On this occasion however, amiloride induced a rise in TER for all ALIs, but of different magnitude enabling the discernment of two groups of responders, LOW and HIGH, grouped by their fold rise in TER i.e. an increase being above or below the mean of the population (Fig 5A-II and 5B-II). Once again forskolin drove the TER below the line of identity (but only for LOW responders, see regressions in Table B in S1 File) and the two groups of LOW and HIGH responders remained quite distinct even when the CFTRInh172 was superimposed (Fig 5C-II and 5D-II). This analysis shows that the changes in TER after the addition of drugs are independent of the baseline magnitude and the major changes that occur upon amiloride addition are specific to this compound, but partially affected by the order of its administration with respect to modulation of anion transport.

Next, we re-plotted the data but now assuming that the TER value in the presence of a given drug generated a new drug-induced baseline with each addition (Fig 6).

thumbnail
Fig 6. Drug induced effect on TER with respect to the rolling baseline.

TER values at each stage of the drug regime chronologically are considered as baseline. The hypotenuse of the shaded triangular area represents the line of identity while magnification is shown in the box inserts. (A-I) The initial baseline TER values (closed grey circles) are plotted against the values obtained after addition of forskolin (n = 44). (B-I) TER values +FSK are plotted against values after addition of CFTRInh172 (n = 44). (C-I) Values of TER with CFTRInh172 plotted against values +AMI (n = 44); line of regression: dashed line +99% CI (grey vertical bars). In D-I same data as in C-I showing two distinct populations of amiloride responders designated as LOW (closed grey circles-black dashed regression line +99% CI vertical bars, n = 35) and HIGH (open squares, black regression line +99% CI dotted line, n = 9). (A-II) The initial baseline TER values are plotted against the values obtained after addition of amiloride showing two distinct populations designated as LOW (n = 57) and HIGH (n = 24) amiloride responders. (B-II) Amiloride values plotted against values +FSK (LOW n = 56, HIGH n = 24). (C-II) Values after addition of forskolin plotted against values +CFTRInh172 (LOW n = 56, HIGH n = 21). Additional regression and statistical analysis data are shown in Table C in S1 File.

https://doi.org/10.1371/journal.pone.0149550.g006

Using this rolling baseline approach, in Fig 6B-I, CFTRInh172 doubles the slope (compare with panel A-I). Subsequent addition of amiloride increases the slope yet further (Fig 6C-I), and the two groups of LOW and HIGH responders are now discrete (Fig 6D-I).

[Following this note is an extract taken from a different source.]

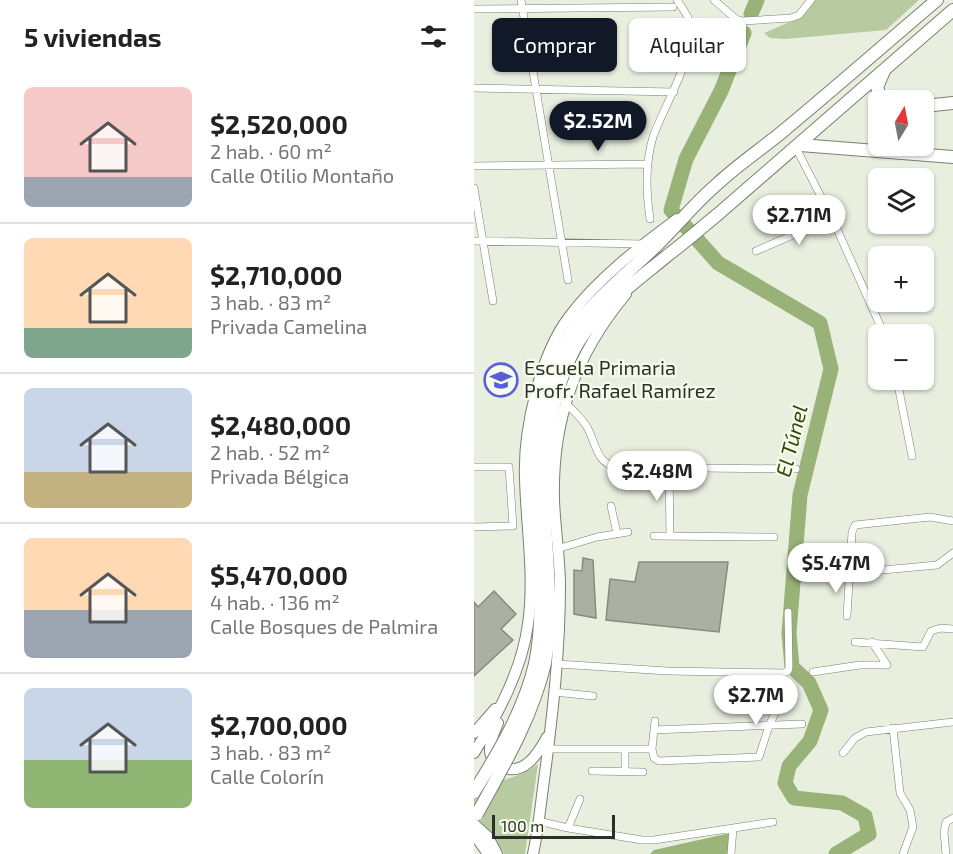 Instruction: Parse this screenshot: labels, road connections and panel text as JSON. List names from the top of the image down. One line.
{"water":["El Túnel"],"places":{"school or university":["Escuela Primaria Profr. Rafael Ramírez"]},"scale_bar":"100 m","north":"top","page":{"heading":"5 viviendas","chip":["Comprar","Alquilar"],"list":[{"name":"$2,520,000","note":"2 hab. · 60 m² · Calle Otilio Montaño"},{"name":"$2,710,000","note":"3 hab. · 83 m² · Privada Camelina"},{"name":"$2,480,000","note":"2 hab. · 52 m² · Privada Bélgica"},{"name":"$5,470,000","note":"4 hab. · 136 m² · Calle Bosques de Palmira"},{"name":"$2,700,000","note":"3 hab. · 83 m² · Calle Colorín"}],"map_buttons":["+","−"],"price":["$2.52M","$2.71M","$2.48M","$5.47M","$2.7M"],"scale":"100 m"}}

In regime II, where amiloride is added first, differences between the LOW and HIGH groups were more difficult to discern when more than one drug was present showing differences in the effect of CFTRInh172 but not forskolin. (Fig 6B-II and 6C-II, see slope t-test, Table C in S1 File). S5 Fig shows the data redrawn for ease of comparison. First, the baseline resistance is used as a common reference point (S5 Fig, panels A-I and A-II). Alternatively, each drug-induced resistance value is used as a rolling reference point where the focus is on the individual effect of a given drug (S5 Fig, panels B-I and B-II).

The response patterns are qualitatively different but in each case outliers become apparent as certain drugs are added, with each inhibitor of ion transport showing the greatest outlier generating effect (see also S6 Fig for a quantitative analysis of the range of outliers). Earlier, we had found that individual donors’ data were reflective of ALI data as a whole. Hence, we re-analysed the data at a volunteer level. Fig 7B-I shows that upon amiloride addition two distinct groups of volunteers are revealed in regime I using the rolling baseline approach, whose existence is implied but not clearly discriminated using the other drug regime (+AMI Fig 7A-II and 7B-II). For completeness we also show the mean responses when the reference is set to the initial baseline TER (Fig 7A-I and 7A-II).

thumbnail
Fig 7. Donor-level analysis of TER ratio change upon drug addition.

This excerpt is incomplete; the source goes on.